Multiple income families, despite meeting the cut-off, may not be able to afford tuition due to the high cost of living in New York. This is a reality many middle-class Californian families can relate to.

The scholarship also requires students to take 30 units per year. However, this requirement does not take into account students who may work full-time. Also, the scholarship could be lost if a student takes a leave of absence of medical leave. This strict requirement needs to be changed to include students who may need special accommodations to continue their higher learning.

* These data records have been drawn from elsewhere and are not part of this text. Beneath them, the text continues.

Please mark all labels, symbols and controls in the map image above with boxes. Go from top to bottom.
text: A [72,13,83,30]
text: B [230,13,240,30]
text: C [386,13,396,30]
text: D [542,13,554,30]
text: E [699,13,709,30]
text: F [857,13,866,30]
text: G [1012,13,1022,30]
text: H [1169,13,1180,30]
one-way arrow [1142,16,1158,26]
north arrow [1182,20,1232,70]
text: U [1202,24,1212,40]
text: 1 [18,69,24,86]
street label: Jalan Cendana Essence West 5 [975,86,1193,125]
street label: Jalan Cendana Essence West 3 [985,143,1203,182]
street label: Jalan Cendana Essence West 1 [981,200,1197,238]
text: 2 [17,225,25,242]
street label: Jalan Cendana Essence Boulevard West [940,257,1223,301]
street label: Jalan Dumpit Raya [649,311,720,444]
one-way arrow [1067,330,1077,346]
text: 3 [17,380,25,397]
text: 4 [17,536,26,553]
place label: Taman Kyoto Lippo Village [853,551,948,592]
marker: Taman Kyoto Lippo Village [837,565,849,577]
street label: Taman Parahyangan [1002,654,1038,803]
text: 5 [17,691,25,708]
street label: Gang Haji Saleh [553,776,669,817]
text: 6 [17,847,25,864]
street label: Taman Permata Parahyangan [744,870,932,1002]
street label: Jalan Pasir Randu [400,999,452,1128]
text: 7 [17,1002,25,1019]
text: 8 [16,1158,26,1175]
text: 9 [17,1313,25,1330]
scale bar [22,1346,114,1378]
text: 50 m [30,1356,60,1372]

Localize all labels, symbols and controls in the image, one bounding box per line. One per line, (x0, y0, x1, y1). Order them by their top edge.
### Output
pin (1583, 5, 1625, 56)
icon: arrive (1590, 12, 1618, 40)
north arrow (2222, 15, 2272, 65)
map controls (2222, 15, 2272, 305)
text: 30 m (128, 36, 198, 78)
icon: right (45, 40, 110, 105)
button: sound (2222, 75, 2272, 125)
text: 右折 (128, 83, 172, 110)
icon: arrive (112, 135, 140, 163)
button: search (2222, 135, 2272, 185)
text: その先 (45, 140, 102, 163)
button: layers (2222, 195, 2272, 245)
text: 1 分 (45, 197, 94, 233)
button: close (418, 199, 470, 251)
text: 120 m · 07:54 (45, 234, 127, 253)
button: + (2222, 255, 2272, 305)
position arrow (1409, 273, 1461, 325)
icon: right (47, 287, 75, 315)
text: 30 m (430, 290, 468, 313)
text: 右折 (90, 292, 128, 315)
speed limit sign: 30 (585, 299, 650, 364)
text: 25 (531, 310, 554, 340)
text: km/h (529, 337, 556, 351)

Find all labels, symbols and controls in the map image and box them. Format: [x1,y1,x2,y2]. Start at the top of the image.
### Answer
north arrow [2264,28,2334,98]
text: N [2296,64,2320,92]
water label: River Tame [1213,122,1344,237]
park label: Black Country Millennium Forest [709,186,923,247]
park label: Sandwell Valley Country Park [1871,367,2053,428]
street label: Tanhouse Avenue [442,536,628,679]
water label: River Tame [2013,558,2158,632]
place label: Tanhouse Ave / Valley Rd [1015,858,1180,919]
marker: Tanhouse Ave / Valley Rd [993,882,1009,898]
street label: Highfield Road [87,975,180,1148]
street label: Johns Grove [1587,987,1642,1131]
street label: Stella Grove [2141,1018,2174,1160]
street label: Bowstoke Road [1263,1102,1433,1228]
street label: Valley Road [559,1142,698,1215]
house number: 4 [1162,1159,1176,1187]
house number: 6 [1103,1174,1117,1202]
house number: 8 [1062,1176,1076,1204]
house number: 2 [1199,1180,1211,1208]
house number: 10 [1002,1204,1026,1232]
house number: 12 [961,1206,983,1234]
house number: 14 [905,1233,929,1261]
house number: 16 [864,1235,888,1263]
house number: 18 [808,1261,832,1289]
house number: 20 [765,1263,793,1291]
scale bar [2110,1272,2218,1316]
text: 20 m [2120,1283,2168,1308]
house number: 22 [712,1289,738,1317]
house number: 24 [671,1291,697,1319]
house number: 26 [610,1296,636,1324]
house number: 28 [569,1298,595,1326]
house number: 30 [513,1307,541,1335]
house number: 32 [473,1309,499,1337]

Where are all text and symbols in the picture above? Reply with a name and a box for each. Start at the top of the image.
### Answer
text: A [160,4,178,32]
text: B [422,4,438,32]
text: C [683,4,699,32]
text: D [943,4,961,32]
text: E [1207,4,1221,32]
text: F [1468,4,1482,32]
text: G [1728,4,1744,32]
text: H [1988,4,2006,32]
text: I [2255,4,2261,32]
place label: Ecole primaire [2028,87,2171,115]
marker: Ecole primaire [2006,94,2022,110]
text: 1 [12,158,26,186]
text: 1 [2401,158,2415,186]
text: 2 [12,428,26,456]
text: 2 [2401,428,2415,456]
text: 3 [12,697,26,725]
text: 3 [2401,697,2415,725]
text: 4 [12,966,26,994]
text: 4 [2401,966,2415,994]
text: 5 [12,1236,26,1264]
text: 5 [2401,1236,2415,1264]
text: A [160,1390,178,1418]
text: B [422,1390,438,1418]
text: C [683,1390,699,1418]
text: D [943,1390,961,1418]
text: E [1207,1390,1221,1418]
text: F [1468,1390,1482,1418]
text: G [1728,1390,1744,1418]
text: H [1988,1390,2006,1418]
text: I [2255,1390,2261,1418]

In the United States, 44.2 million Americans have student loan debt, a whopping $1.3 trillion in total. The average student loan borrower will graduate with at least a $26,000 debt. For college graduates ages 20 to 30, the average monthly payment on their student loans is $351, according to federalreserve.gov.

New York has taken a step to provide options for its millions of college students, and as wonderful as that may be, the program should aim higher. Other states should look to New York as an example, an implement a similar program themselves.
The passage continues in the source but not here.